Generalised Legendrian racks of Legendrian links

TL;DR

This paper introduces generalized Legendrian racks (GL-racks), algebraic structures that serve as invariants for Legendrian links, capable of distinguishing many Legendrian knots and providing a new algebraic perspective.

Contribution

It defines GL-racks as Legendrian link invariants, proves their invariance under Legendrian isotopy, and explores their algebraic properties and module categories.

Findings

GL-racks distinguish infinitely many Legendrian unknots and trefoils.

Every GL-rack admits a homogeneous representation.

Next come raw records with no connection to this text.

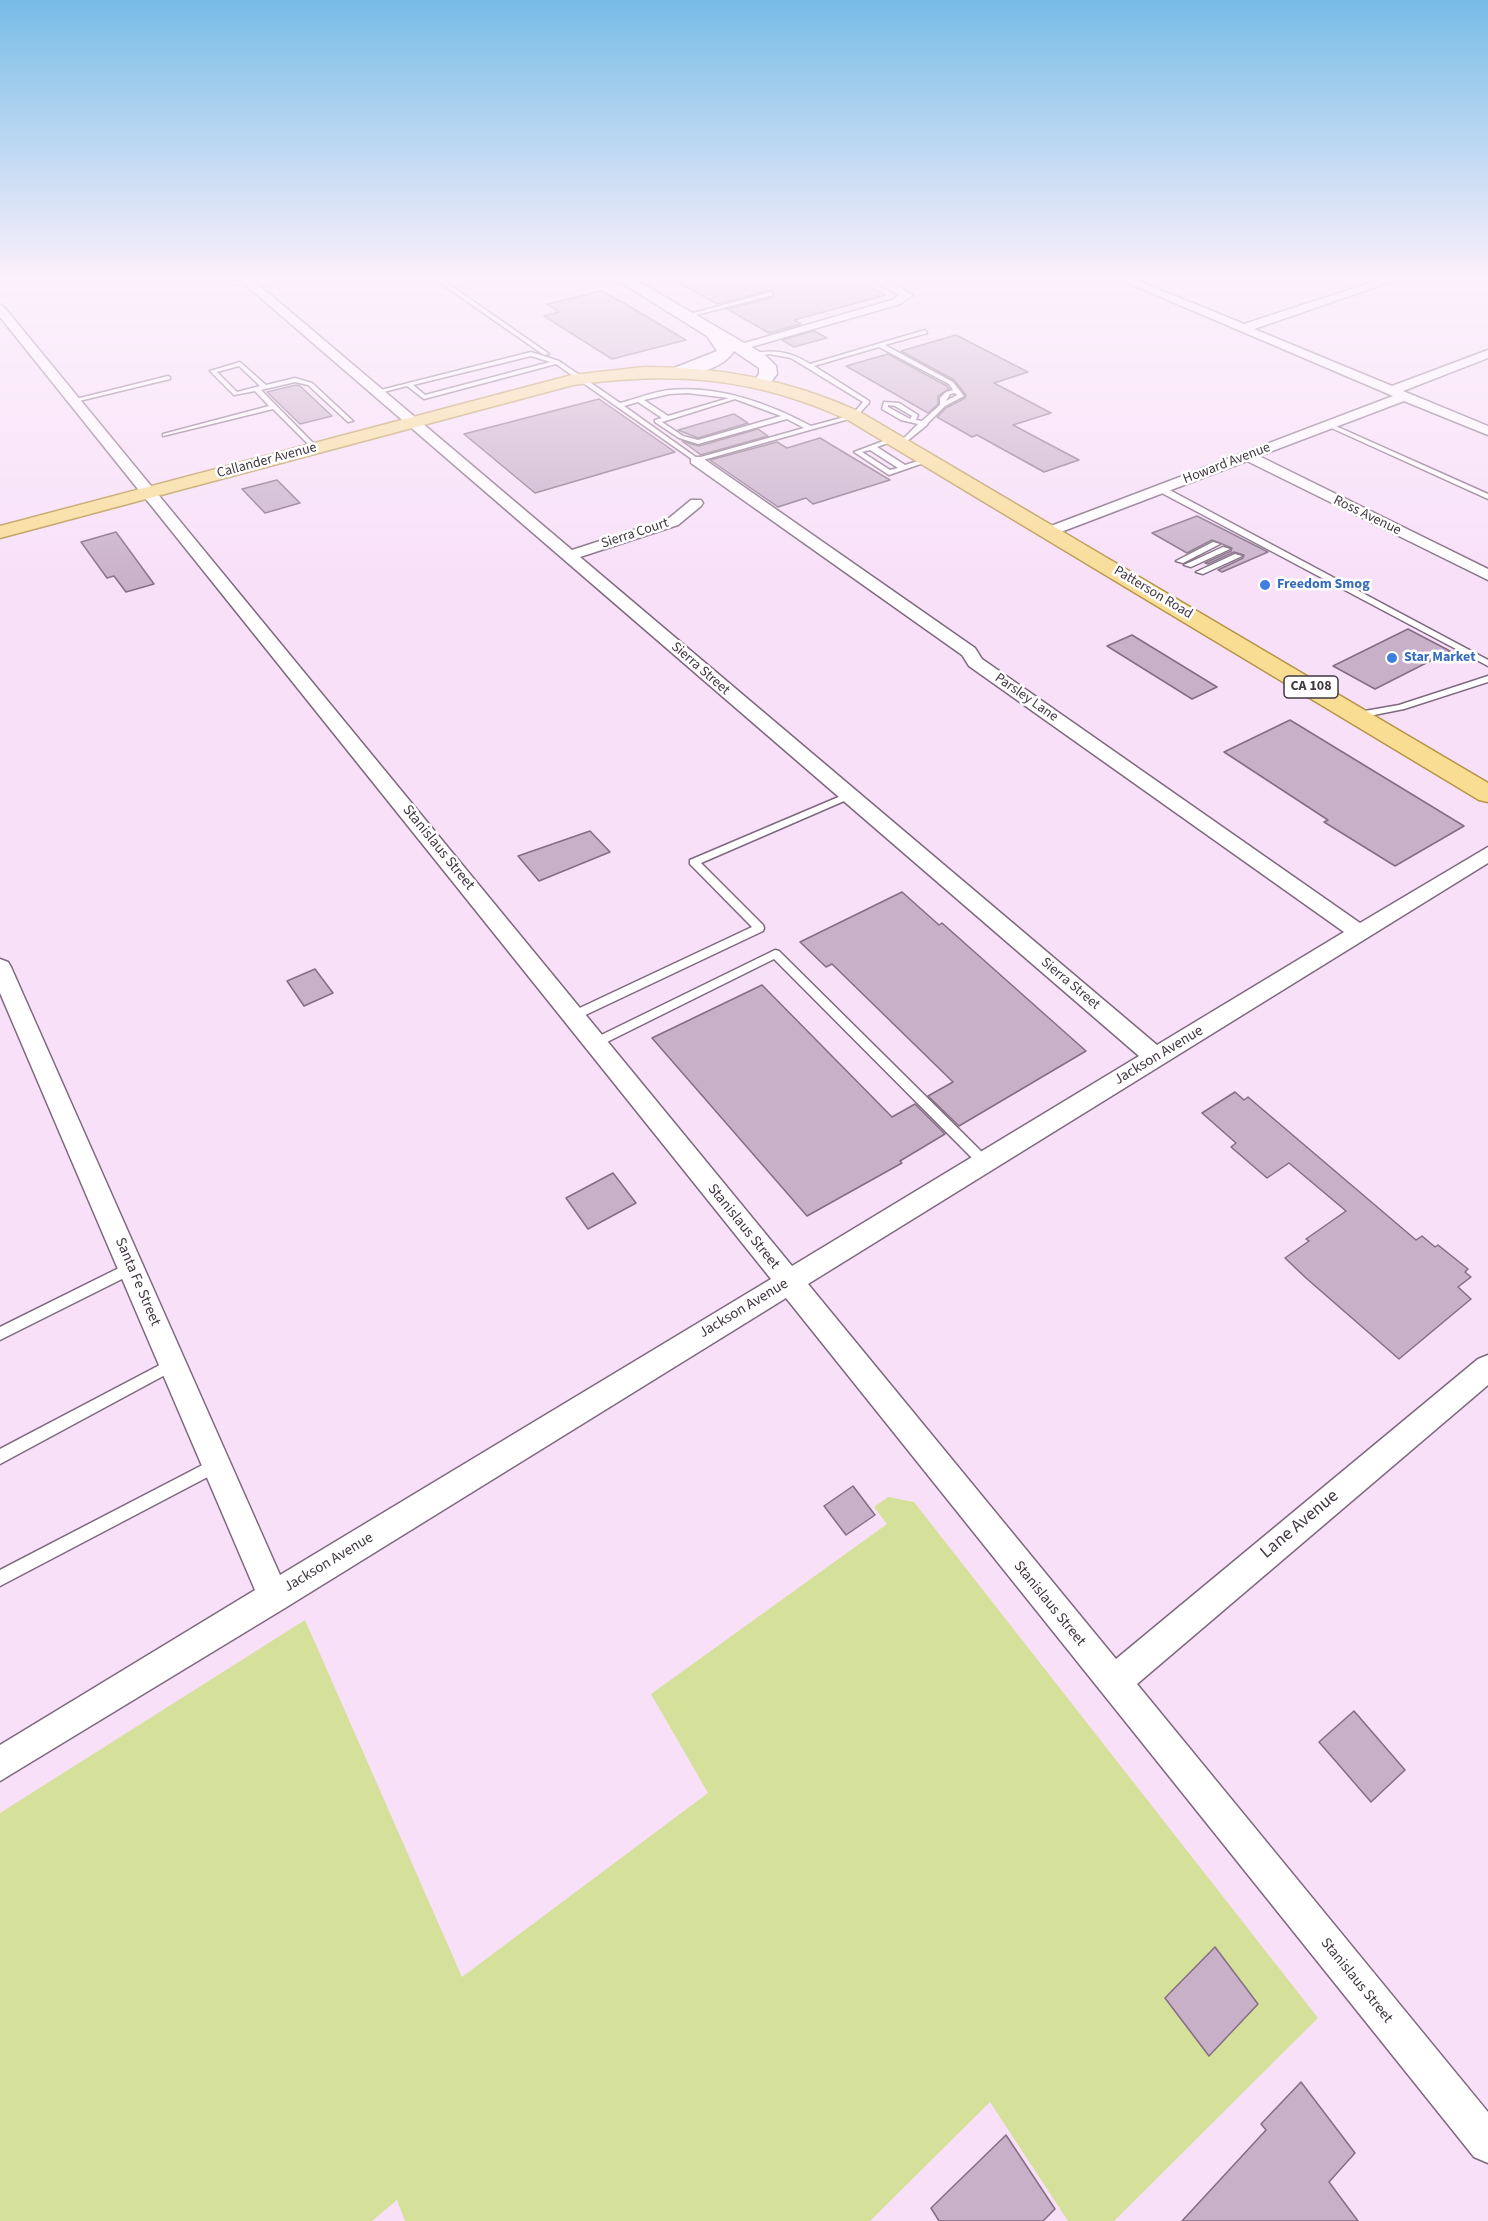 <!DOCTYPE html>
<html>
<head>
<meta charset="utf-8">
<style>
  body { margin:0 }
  canvas { display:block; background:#f8e0f8 }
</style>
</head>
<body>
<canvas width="1488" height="2221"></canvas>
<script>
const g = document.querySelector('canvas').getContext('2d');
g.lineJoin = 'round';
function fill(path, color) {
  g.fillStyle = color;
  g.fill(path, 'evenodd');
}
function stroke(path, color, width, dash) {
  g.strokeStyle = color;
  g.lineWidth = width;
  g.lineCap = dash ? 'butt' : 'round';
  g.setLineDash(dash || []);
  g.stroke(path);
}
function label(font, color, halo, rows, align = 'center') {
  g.font = font + ' "Source Sans 3",sans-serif';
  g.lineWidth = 5;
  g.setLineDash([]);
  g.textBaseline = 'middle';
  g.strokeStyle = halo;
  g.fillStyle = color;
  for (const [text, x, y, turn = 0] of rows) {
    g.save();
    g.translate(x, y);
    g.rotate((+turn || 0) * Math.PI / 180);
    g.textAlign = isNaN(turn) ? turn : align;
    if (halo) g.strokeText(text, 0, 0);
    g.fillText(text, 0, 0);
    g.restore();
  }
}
const green = new Path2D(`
  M 888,1497 L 914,1502 L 1318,2018 L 1114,2221 L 1068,2221 L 990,2102 L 870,2221 L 405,2221 L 397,2200 L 372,2221 L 0,2221 L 0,1813 L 305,1620 L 462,1977 L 708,1793 L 651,1694 L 887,1524 L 874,1507 Z`);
const building = new Path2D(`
  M 674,280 L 855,280 L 886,295 L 794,320 L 801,324 L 769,333 L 727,309 L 774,297 L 772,290 L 717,304 Z
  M 601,291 L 622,302 L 686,340 L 612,359 L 544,316 L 559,312 L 547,304 Z
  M 814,331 L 827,338 L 794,347 L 782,340 Z
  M 956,335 L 1028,372 L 994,383 L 1051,413 L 1013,425 L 1079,460 L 1044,472 L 977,435 L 972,437 L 937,417 L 946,408 L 965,398 L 966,395 L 954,380 L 901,351 Z
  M 888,354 L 947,386 L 949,389 L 938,396 L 938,404 L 928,413 L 846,366 Z
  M 296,385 L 300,386 L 332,416 L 300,424 L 267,392 Z
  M 599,399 L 675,452 L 535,493 L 464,434 Z
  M 734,414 L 748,423 L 698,438 L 678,430 Z
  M 758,429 L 768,436 L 701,455 L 682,441 L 699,446 Z
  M 820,438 L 890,480 L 813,504 L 806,498 L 778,507 L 710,460 L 777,442 L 787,448 Z
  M 277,480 L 300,503 L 265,513 L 242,489 Z
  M 1197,516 L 1268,552 L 1222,572 L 1218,570 L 1243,558 L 1244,555 L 1234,552 L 1208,564 L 1205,563 L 1231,551 L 1232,548 L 1212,540 L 1187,553 L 1152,533 Z
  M 116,532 L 154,584 L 126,592 L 114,576 L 107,578 L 81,542 Z
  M 1408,629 L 1450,651 L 1375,689 L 1333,666 Z
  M 1132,635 L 1217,687 L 1192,699 L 1107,646 Z
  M 1290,720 L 1464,826 L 1395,866 L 1324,822 L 1328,820 L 1224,752 Z
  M 590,831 L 610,852 L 539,881 L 518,856 Z
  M 902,892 L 939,925 L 942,923 L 1086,1051 L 959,1126 L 928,1096 L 953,1082 L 832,964 L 826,967 L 800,942 Z
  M 315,969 L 333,993 L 304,1006 L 287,981 Z
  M 762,985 L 892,1117 L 915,1104 L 945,1134 L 900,1161 L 902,1163 L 807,1216 L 652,1038 Z
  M 1235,1092 L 1244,1100 L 1248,1097 L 1416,1240 L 1422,1236 L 1435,1247 L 1438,1245 L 1468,1269 L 1465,1272 L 1471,1277 L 1458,1287 L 1471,1299 L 1399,1359 L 1306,1278 L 1285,1258 L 1309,1241 L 1306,1239 L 1346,1211 L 1289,1163 L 1267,1178 L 1231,1147 L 1236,1143 L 1202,1113 Z
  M 613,1173 L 636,1203 L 588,1229 L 566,1198 Z
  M 853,1486 L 875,1515 L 846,1535 L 824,1506 Z
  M 1354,1711 L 1405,1770 L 1371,1802 L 1319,1742 Z
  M 1215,1947 L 1258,2004 L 1209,2056 L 1165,1998 Z
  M 1301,2082 L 1355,2153 L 1329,2182 L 1358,2221 L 1182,2221 L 1266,2130 L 1261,2124 Z
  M 1006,2135 L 1055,2209 L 1043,2221 L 939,2221 L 931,2208 Z`);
const service = new Path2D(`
  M 436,280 L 443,280 L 549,354 L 544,355 Z
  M 771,292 L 773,295 L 685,318 L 682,316 Z
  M 925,330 L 927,333 L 885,345 L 953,382 L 964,396 L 945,406 L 928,423 L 927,425 L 901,446 L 898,444 L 918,424 L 901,420 L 882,409 L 884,402 L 899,403 L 918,415 L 916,420 L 922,421 L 940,405 L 940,398 L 946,392 L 953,390 L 949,384 L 879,347 L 814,366 L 869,401 L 869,403 L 856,417 L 696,462 L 556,364 L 424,399 L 407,386 L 376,394 L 373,392 L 531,352 L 559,361 L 620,403 C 636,399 652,392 669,390 C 719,385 768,403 811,426 L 852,415 L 863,402 L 791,358 L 769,354 L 751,357 L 749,354 C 772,349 790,351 810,364 ZM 531,356 L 550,362 L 425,395 L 413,385 ZM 688,393 L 729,398 L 668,416 L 644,400 L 669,394 ZM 955,393 L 957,395 L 946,401 L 950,394 ZM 735,399 L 781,416 L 698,440 L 683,436 L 662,422 ZM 638,402 L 662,418 L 655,420 L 655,422 L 679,438 L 698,444 L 787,419 L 804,428 L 697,458 L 624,406 ZM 888,405 L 895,406 L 912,416 L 910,419 L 888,407 Z
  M 240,362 L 266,385 L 295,378 L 312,383 L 353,421 L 348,422 L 308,385 L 295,382 L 261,390 L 317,447 L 317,449 L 313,449 L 273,409 L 163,436 L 163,434 L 269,406 L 255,391 L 234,395 L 210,371 ZM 239,366 L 260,386 L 237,392 L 217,372 Z
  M 168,376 L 170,377 L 170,379 L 75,402 L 72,400 Z
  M 1329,423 L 1488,494 L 1488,499 L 1327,426 L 1326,425 Z
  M 894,437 L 897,439 L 896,440 L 877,447 L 905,465 L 928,458 L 932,460 L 889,475 L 854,452 ZM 870,450 L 898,468 L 890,470 L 862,452 Z
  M 1158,487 L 1164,487 L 1488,660 L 1488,666 L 1158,491 Z
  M 1213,542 L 1220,544 L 1183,563 L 1176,561 Z
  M 1223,547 L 1230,549 L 1191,567 L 1184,565 Z
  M 1235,554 L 1242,556 L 1203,574 L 1196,572 Z
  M 1488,676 L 1488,682 L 1404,709 L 1359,718 L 1355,715 L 1359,712 L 1399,705 Z
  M 848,793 L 851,794 L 851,798 L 701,863 L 763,925 L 764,928 L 763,931 L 577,1019 L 569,1019 L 567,1016 L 569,1013 L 752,927 L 690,864 L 690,860 Z
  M 775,950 L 779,951 L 987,1157 L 989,1161 L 987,1165 L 979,1165 L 774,959 L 599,1046 L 591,1046 L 589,1043 L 591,1040 Z
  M 131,1262 L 136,1264 L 138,1268 L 136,1272 L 0,1340 L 0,1327 Z
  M 173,1358 L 178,1360 L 180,1364 L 178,1368 L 0,1464 L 0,1449 Z
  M 216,1458 L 221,1460 L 223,1465 L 221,1470 L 0,1586 L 0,1570 Z`);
const minor = new Path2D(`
  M 240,280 L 253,280 L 572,550 L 668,519 L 691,500 L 701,500 L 703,503 L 701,506 L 678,525 L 580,557 L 1157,1045 L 1344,932 L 969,666 L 962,655 L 691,463 L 691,457 L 701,457 L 975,648 L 982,659 L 1360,923 L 1488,847 L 1488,863 L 808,1284 L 1116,1659 L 1478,1359 L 1488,1355 L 1488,1385 L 1137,1684 L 1488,2112 L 1488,2163 L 1474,2157 L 786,1298 L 285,1608 L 0,1781 L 0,1745 L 255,1590 L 0,993 L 0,959 L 8,962 L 11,967 L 280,1575 L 771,1279 L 0,317 L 0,305 L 4,307 L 792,1266 L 1139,1056 Z
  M 872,280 L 886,280 L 913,295 L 900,304 L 741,350 L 733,350 L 731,347 L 892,300 L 899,295 Z
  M 1121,280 L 1136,280 L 1244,324 L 1379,280 L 1396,280 L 1254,329 L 1392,386 L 1488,350 L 1488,358 L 1403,391 L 1488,426 L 1488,435 L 1404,401 L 1259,456 L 1488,569 L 1488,580 L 1247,461 L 1053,535 L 1043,535 L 1040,532 L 1043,529 L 1393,396 Z`);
const secondary = new Path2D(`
  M 617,280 L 636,280 L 765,355 L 776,366 L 777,374 L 769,385 L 757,385 L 754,381 L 759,374 L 759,368 L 734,351 C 724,368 698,373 680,377 L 674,376 L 671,372 L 674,368 L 717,351 L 707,336 Z`);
const primary = new Path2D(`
  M 644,367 C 721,367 790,380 860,412 L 1488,783 L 1488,802 L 1479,800 L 848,420 C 755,377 673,371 573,385 L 0,538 L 0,526 L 572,375 Z`);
const markers = [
  [1265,585,6,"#3f7fe0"],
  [1392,658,6,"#3f7fe0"]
];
const farStreetnames = [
  ["Callander Avenue",267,461,-15],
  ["Howard Avenue",1227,464,-21],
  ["Ross Avenue",1367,516,26],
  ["Sierra Court",635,534,-18],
  ["Patterson Road",1153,593,31],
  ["Sierra Street",700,669,41],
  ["Parsley Lane",1026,698,35],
  ["Sierra Street",1070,984,40]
];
const farShopnames = [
  ["Freedom Smog",1277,585],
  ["Star Market",1404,658]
];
const shields = [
  [1311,687,54]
];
const shieldNames = [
  ["CA 108",1311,687]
];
const streetNames = [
  ["Stanislaus Street",438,848,51],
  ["Jackson Avenue",1159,1056,-31],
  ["Stanislaus Street",743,1227,51],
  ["Santa Fe Street",137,1282,67],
  ["Jackson Avenue",744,1309,-31],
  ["Jackson Avenue",329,1563,-31],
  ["Stanislaus Street",1049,1604,51],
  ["Stanislaus Street",1356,1981,51]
];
const nearStreetnames = [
  ["Lane Avenue",1300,1525,-40]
];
fill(green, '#d5e09b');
fill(building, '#c8b0c8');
stroke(building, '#836e83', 1.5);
stroke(service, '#7e697e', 3);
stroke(minor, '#7e697e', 3);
stroke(secondary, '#7e697e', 3);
stroke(primary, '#b59548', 3);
fill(service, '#fff');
fill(minor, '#fff');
fill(secondary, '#fff');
fill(primary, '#f8dd93');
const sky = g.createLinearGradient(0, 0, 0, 591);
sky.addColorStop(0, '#77bce6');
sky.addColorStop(0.47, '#fcf1fc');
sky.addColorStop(1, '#fcf1fc00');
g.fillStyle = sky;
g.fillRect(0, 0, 1488, 591);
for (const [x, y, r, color] of markers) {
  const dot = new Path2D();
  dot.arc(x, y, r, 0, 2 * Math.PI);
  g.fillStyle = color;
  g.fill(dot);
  stroke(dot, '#fff', 2);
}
label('14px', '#413741', '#fff', farStreetnames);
label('bold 14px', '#366cbe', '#fff', farShopnames, 'left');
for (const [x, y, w] of shields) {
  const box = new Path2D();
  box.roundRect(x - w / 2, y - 11, w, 22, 4.5);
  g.fillStyle = '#fff';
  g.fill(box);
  stroke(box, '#413741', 1.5);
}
label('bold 14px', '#413741', null, shieldNames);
label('15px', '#413741', '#fff', streetNames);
label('18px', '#413741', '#fff', nearStreetnames);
</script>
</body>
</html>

Categories of GL-rack modules and Beck modules are equivalent.

Abstract

A generalised Legendrian rack is a rack equipped with a Legendrian structure, which is a pair of maps encoding the information of Legendrian Reidemeister moves together with up and down cusps in the front diagram of an oriented Legendrian link. Employing a purely rack theoretic approach, we associate a generalised Legendrian rack (or a GL-rack) to an oriented Legendrian link, and prove that it is an invariant under Legendrian isotopy. As immediate applications, we prove that this invariant distinguishes infinitely many oriented Legendrian unknots and oriented Legendrian trefoils. To comprehend their algebraic structure, we prove that every GL-rack admits a homogeneous representation. Further, using the idea of trunks, we define modules over GL-racks, and prove the equivalence of the category of GL-rack modules and the category of Beck modules over a fixed GL-rack.